--- Input data ---
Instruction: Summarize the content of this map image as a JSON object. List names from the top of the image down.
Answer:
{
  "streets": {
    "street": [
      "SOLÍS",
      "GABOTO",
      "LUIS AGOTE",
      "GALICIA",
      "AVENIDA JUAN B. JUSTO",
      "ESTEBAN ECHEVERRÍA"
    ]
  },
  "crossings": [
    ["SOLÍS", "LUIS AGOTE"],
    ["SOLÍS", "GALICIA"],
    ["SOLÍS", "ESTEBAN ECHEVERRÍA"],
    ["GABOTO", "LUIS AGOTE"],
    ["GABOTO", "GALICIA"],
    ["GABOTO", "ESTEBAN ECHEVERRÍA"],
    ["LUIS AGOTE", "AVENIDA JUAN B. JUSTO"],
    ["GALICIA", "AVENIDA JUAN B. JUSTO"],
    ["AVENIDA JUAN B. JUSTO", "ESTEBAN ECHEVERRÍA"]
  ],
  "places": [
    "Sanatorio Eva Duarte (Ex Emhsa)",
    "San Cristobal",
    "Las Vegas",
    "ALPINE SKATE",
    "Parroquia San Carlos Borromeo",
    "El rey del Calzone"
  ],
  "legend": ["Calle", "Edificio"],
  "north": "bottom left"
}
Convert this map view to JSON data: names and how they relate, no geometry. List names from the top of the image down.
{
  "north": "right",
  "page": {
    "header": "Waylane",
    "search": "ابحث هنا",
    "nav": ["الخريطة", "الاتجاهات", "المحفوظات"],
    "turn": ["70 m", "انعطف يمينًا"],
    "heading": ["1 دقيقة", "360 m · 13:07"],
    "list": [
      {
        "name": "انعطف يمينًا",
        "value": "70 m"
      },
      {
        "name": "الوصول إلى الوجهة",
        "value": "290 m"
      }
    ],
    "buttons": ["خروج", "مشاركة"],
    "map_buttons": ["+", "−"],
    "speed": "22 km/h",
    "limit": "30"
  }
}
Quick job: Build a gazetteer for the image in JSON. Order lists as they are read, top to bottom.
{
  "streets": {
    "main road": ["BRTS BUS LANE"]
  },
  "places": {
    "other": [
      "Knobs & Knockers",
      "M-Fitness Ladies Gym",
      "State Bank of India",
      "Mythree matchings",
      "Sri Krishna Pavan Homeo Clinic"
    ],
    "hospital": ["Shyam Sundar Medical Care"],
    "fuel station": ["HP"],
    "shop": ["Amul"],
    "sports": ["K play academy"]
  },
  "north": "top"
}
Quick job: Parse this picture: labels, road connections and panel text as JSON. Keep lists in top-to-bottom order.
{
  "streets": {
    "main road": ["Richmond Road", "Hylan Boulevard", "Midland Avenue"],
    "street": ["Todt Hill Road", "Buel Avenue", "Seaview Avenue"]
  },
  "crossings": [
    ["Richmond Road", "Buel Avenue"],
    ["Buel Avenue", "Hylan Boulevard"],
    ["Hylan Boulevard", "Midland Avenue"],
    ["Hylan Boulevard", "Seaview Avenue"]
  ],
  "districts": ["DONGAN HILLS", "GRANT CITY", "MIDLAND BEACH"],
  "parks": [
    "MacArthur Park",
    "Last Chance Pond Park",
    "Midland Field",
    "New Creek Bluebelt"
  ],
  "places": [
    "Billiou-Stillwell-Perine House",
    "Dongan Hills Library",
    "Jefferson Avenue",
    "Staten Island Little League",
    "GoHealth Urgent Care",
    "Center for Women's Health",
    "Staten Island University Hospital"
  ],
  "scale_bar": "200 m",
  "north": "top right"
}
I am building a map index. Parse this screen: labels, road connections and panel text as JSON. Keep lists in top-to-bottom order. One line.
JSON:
---
Transcribe the material above in its entirety, precisely as written.

Instruction: Summarize the content of this map image as a JSON object. List names from the top of the image down.
Answer:
{
  "streets": {
    "street": [
      "SOLÍS",
      "GABOTO",
      "LUIS AGOTE",
      "GALICIA",
      "AVENIDA JUAN B. JUSTO",
      "ESTEBAN ECHEVERRÍA"
    ]
  },
  "crossings": [
    ["SOLÍS", "LUIS AGOTE"],
    ["SOLÍS", "GALICIA"],
    ["SOLÍS", "ESTEBAN ECHEVERRÍA"],
    ["GABOTO", "LUIS AGOTE"],
    ["GABOTO", "GALICIA"],
    ["GABOTO", "ESTEBAN ECHEVERRÍA"],
    ["LUIS AGOTE", "AVENIDA JUAN B. JUSTO"],
    ["GALICIA", "AVENIDA JUAN B. JUSTO"],
    ["AVENIDA JUAN B. JUSTO", "ESTEBAN ECHEVERRÍA"]
  ],
  "places": [
    "Sanatorio Eva Duarte (Ex Emhsa)",
    "San Cristobal",
    "Las Vegas",
    "ALPINE SKATE",
    "Parroquia San Carlos Borromeo",
    "El rey del Calzone"
  ],
  "legend": ["Calle", "Edificio"],
  "north": "bottom left"
}
Convert this map view to JSON data: names and how they relate, no geometry. List names from the top of the image down.
{
  "north": "right",
  "page": {
    "header": "Waylane",
    "search": "ابحث هنا",
    "nav": ["الخريطة", "الاتجاهات", "المحفوظات"],
    "turn": ["70 m", "انعطف يمينًا"],
    "heading": ["1 دقيقة", "360 m · 13:07"],
    "list": [
      {
        "name": "انعطف يمينًا",
        "value": "70 m"
      },
      {
        "name": "الوصول إلى الوجهة",
        "value": "290 m"
      }
    ],
    "buttons": ["خروج", "مشاركة"],
    "map_buttons": ["+", "−"],
    "speed": "22 km/h",
    "limit": "30"
  }
}
Quick job: Build a gazetteer for the image in JSON. Order lists as they are read, top to bottom.
{
  "streets": {
    "main road": ["BRTS BUS LANE"]
  },
  "places": {
    "other": [
      "Knobs & Knockers",
      "M-Fitness Ladies Gym",
      "State Bank of India",
      "Mythree matchings",
      "Sri Krishna Pavan Homeo Clinic"
    ],
    "hospital": ["Shyam Sundar Medical Care"],
    "fuel station": ["HP"],
    "shop": ["Amul"],
    "sports": ["K play academy"]
  },
  "north": "top"
}
Quick job: Parse this picture: labels, road connections and panel text as JSON. Keep lists in top-to-bottom order.
{
  "streets": {
    "main road": ["Richmond Road", "Hylan Boulevard", "Midland Avenue"],
    "street": ["Todt Hill Road", "Buel Avenue", "Seaview Avenue"]
  },
  "crossings": [
    ["Richmond Road", "Buel Avenue"],
    ["Buel Avenue", "Hylan Boulevard"],
    ["Hylan Boulevard", "Midland Avenue"],
    ["Hylan Boulevard", "Seaview Avenue"]
  ],
  "districts": ["DONGAN HILLS", "GRANT CITY", "MIDLAND BEACH"],
  "parks": [
    "MacArthur Park",
    "Last Chance Pond Park",
    "Midland Field",
    "New Creek Bluebelt"
  ],
  "places": [
    "Billiou-Stillwell-Perine House",
    "Dongan Hills Library",
    "Jefferson Avenue",
    "Staten Island Little League",
    "GoHealth Urgent Care",
    "Center for Women's Health",
    "Staten Island University Hospital"
  ],
  "scale_bar": "200 m",
  "north": "top right"
}
I am building a map index. Parse this screen: labels, road connections and panel text as JSON. Keep lists in top-to-bottom order. One line.
JSON:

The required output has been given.